Given entries.

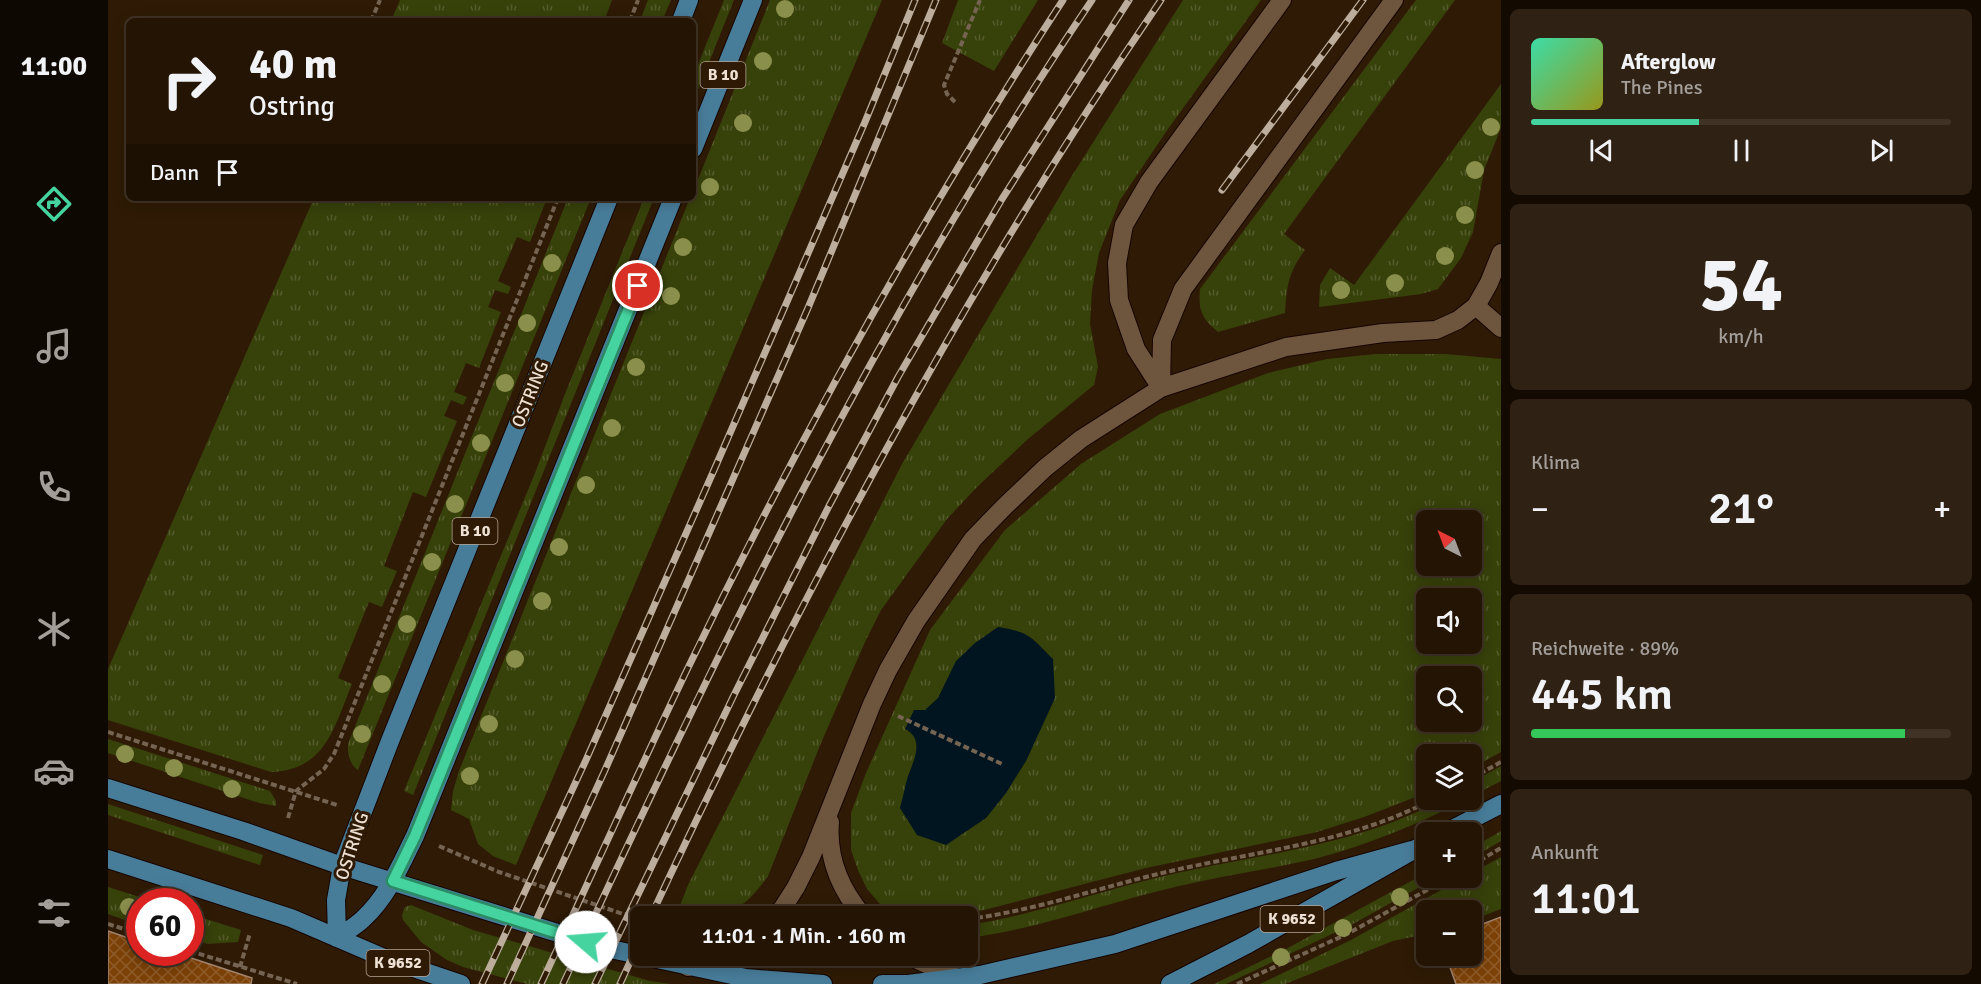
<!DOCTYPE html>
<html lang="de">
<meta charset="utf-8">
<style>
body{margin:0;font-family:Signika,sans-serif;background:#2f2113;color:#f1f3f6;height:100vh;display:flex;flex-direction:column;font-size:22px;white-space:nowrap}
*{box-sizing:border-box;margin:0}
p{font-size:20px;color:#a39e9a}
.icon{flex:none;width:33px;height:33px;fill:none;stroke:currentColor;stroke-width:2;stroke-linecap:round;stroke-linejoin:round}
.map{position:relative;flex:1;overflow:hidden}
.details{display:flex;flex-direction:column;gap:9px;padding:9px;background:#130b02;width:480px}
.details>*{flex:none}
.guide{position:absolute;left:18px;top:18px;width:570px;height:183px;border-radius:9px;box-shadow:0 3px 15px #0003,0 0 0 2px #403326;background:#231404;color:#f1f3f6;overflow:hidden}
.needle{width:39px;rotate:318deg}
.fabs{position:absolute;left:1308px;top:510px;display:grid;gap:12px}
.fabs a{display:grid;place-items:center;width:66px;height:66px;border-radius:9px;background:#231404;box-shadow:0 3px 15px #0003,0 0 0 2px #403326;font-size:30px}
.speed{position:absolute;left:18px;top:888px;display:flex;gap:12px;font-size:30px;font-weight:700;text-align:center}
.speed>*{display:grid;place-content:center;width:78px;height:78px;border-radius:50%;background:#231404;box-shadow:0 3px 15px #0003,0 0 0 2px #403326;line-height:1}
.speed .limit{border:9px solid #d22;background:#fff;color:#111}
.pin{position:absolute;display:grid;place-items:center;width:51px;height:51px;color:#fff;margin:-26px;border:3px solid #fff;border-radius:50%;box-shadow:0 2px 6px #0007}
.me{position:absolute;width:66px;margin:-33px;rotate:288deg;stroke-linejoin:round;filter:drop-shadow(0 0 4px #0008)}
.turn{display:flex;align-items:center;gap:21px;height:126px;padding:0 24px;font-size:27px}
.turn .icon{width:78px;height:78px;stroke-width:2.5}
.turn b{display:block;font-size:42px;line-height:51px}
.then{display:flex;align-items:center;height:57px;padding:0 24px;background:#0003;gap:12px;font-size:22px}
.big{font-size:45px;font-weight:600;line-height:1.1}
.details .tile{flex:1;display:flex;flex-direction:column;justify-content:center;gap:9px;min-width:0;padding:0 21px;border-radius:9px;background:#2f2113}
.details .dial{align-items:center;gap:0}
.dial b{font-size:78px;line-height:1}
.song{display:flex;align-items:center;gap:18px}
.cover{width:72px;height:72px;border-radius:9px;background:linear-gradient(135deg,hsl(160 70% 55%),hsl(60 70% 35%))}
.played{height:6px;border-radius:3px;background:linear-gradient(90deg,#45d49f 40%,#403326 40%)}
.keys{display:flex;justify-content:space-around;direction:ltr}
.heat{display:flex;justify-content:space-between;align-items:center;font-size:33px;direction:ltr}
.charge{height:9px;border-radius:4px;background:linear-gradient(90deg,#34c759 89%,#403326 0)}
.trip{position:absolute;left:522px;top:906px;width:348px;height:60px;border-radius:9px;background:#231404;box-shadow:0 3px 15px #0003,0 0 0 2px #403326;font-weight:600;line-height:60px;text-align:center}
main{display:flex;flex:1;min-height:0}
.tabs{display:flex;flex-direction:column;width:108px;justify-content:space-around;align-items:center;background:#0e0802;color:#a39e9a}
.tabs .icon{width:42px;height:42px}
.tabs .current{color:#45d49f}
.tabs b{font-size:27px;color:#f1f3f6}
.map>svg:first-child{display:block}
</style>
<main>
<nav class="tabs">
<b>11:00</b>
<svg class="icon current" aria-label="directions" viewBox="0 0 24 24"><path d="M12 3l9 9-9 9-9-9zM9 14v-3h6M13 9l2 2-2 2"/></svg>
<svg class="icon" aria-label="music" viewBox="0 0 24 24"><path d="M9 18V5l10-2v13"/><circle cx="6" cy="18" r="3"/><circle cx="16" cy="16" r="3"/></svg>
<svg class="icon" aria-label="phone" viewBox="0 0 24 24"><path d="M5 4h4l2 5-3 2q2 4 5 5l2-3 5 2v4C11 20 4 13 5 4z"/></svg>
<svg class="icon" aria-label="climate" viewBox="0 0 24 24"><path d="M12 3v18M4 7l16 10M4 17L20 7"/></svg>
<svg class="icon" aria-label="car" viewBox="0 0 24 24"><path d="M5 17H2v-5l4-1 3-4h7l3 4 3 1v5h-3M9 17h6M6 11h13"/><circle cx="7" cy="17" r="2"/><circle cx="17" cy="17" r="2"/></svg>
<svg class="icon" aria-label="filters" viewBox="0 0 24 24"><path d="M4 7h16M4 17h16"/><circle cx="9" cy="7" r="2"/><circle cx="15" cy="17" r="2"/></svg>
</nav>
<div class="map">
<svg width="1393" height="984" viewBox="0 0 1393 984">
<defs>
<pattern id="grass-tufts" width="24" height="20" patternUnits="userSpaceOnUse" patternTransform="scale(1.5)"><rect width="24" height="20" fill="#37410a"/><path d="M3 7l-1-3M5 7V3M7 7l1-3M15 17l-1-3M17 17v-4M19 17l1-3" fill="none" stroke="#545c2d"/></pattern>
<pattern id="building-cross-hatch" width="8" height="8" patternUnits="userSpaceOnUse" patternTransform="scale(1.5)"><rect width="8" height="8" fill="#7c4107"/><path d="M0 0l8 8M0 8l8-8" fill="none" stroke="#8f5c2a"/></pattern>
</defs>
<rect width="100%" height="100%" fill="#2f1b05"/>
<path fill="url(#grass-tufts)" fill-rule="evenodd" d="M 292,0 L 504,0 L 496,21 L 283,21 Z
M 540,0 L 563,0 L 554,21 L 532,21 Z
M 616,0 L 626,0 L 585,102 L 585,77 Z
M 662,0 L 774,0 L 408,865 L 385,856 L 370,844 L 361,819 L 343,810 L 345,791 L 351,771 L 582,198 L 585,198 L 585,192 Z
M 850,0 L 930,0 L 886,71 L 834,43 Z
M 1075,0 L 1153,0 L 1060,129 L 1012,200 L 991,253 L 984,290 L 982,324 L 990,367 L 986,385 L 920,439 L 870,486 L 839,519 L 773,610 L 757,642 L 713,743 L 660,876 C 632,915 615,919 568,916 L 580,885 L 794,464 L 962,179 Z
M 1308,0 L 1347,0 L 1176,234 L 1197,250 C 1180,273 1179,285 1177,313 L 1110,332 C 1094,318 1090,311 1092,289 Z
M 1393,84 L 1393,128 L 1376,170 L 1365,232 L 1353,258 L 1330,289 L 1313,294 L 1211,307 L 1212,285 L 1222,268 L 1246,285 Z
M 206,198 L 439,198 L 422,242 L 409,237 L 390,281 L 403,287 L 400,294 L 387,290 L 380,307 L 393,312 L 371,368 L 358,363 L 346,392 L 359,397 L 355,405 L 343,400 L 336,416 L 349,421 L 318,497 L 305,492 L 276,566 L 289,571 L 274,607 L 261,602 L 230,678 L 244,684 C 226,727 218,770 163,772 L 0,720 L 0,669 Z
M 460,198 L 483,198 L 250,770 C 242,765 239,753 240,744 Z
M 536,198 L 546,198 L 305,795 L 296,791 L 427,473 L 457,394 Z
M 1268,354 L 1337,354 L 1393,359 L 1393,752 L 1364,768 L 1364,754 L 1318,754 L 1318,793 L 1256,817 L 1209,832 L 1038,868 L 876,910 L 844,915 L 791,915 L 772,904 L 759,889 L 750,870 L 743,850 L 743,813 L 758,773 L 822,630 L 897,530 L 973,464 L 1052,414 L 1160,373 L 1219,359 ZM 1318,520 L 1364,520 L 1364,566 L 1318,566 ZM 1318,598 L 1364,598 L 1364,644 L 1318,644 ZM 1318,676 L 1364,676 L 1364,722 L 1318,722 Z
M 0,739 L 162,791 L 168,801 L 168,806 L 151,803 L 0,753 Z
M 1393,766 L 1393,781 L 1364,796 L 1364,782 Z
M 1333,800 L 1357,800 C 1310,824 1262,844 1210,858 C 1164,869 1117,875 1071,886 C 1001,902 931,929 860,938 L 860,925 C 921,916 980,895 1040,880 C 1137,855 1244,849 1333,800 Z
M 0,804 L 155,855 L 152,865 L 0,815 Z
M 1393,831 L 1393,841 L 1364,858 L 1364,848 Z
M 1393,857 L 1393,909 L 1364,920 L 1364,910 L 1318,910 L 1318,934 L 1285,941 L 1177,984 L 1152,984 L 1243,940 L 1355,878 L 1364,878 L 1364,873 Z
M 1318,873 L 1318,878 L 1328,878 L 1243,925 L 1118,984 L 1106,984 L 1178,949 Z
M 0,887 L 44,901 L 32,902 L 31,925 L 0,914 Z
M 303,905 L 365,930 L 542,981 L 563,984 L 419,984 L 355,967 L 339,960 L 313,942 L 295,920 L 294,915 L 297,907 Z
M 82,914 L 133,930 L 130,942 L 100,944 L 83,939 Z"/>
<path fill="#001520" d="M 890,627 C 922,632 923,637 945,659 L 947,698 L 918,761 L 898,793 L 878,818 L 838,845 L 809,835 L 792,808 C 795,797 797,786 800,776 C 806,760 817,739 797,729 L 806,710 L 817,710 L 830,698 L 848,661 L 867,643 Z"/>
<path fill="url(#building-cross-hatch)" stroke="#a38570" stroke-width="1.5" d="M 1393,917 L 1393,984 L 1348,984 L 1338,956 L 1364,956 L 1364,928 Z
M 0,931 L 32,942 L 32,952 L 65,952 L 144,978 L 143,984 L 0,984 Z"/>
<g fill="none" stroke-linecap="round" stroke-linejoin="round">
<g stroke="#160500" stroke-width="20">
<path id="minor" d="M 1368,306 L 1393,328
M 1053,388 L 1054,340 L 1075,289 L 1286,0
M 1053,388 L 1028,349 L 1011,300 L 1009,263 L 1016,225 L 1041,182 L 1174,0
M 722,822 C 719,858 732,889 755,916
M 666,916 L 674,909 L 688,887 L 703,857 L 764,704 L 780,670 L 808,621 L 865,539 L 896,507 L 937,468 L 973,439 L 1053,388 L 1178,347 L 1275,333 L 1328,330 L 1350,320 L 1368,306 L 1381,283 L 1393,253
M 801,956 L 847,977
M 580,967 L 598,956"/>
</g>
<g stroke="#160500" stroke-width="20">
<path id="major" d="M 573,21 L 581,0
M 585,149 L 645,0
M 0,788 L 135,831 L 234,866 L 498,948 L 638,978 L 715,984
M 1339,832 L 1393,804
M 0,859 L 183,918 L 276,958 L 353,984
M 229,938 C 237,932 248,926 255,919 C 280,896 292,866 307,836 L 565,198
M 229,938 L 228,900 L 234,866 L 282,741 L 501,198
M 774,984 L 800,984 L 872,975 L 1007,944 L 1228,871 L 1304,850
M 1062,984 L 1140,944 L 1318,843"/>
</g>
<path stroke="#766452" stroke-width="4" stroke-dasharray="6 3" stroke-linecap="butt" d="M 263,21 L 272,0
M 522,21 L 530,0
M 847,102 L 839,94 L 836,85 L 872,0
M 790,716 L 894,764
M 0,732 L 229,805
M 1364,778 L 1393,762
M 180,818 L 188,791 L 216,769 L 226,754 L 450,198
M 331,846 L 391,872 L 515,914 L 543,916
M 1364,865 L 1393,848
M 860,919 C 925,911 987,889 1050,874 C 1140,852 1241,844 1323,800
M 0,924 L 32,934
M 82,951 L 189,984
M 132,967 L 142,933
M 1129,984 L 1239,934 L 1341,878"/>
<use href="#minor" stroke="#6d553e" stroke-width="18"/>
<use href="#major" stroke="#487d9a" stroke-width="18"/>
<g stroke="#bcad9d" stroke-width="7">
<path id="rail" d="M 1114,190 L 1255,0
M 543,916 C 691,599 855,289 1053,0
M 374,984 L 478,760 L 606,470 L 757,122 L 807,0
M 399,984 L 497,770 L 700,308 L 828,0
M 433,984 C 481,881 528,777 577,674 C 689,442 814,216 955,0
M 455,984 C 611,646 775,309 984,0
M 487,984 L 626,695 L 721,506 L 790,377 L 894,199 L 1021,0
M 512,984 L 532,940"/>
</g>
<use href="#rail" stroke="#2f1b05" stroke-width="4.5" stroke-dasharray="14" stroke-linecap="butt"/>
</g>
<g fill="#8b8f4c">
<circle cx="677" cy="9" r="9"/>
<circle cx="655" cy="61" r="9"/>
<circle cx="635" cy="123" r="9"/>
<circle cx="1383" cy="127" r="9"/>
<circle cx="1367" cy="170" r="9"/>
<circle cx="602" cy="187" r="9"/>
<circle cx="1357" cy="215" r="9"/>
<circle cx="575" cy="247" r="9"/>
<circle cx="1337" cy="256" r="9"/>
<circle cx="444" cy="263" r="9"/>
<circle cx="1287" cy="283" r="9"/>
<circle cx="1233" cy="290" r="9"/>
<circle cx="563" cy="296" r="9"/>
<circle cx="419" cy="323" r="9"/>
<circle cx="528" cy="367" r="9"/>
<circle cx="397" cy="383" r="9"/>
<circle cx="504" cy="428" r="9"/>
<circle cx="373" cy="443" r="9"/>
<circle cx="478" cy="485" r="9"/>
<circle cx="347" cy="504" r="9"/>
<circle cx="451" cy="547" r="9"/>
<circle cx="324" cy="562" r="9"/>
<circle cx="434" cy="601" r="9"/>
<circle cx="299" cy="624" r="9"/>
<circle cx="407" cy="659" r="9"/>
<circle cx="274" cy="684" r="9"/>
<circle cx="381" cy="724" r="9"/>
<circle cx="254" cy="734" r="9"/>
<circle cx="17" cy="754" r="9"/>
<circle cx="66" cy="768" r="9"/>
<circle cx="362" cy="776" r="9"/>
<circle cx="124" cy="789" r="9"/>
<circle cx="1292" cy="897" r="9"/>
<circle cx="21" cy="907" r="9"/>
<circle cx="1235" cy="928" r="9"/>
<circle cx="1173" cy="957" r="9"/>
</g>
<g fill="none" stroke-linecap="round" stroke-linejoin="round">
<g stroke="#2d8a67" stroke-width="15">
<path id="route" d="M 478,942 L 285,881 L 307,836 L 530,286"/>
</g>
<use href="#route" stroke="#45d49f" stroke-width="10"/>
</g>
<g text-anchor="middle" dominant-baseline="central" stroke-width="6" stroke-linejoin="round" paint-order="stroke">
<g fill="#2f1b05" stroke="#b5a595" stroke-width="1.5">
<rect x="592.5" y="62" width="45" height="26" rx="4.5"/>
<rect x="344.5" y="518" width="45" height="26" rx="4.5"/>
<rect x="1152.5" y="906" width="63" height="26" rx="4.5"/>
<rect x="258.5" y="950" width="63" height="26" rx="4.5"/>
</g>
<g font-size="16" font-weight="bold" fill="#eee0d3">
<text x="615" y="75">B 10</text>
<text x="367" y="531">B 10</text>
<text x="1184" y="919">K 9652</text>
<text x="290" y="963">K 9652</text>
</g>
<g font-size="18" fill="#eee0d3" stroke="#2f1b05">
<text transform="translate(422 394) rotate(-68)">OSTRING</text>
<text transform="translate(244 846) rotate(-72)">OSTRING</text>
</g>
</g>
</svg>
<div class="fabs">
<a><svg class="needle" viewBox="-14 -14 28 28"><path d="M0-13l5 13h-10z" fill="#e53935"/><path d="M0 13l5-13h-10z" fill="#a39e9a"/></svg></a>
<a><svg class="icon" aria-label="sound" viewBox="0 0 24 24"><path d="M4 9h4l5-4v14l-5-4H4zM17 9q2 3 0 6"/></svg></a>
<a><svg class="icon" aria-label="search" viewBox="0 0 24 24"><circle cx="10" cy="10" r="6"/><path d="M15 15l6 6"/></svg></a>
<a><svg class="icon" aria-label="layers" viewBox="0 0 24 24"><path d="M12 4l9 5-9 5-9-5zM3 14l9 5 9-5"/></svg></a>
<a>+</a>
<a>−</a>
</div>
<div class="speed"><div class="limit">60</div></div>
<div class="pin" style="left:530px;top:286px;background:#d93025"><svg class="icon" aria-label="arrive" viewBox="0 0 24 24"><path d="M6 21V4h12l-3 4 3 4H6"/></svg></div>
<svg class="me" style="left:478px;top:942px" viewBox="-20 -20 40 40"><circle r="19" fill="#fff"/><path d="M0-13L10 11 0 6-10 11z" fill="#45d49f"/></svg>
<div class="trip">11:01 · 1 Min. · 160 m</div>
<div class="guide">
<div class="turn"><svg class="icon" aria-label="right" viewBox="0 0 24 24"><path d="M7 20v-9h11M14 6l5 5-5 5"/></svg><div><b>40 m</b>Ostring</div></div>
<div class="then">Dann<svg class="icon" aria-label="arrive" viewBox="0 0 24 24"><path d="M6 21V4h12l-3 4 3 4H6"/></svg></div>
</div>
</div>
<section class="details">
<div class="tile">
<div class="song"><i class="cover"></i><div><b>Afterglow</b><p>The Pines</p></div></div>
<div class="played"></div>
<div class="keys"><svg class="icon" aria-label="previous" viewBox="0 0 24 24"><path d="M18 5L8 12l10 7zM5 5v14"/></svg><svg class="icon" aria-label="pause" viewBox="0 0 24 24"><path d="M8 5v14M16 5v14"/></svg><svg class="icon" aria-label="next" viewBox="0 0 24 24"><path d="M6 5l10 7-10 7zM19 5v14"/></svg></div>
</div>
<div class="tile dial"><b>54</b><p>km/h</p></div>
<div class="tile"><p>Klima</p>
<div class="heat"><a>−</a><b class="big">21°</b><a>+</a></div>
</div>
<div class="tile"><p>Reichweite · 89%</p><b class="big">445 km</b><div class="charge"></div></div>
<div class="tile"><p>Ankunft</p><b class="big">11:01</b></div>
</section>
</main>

Problem. Which lines above hold the string "keys"? Please copy all of them.

Task response.
.keys{display:flex;justify-content:space-around;direction:ltr}
<div class="keys"><svg class="icon" aria-label="previous" viewBox="0 0 24 24"><path d="M18 5L8 12l10 7zM5 5v14"/></svg><svg class="icon" aria-label="pause" viewBox="0 0 24 24"><path d="M8 5v14M16 5v14"/></svg><svg class="icon" aria-label="next" viewBox="0 0 24 24"><path d="M6 5l10 7-10 7zM19 5v14"/></svg></div>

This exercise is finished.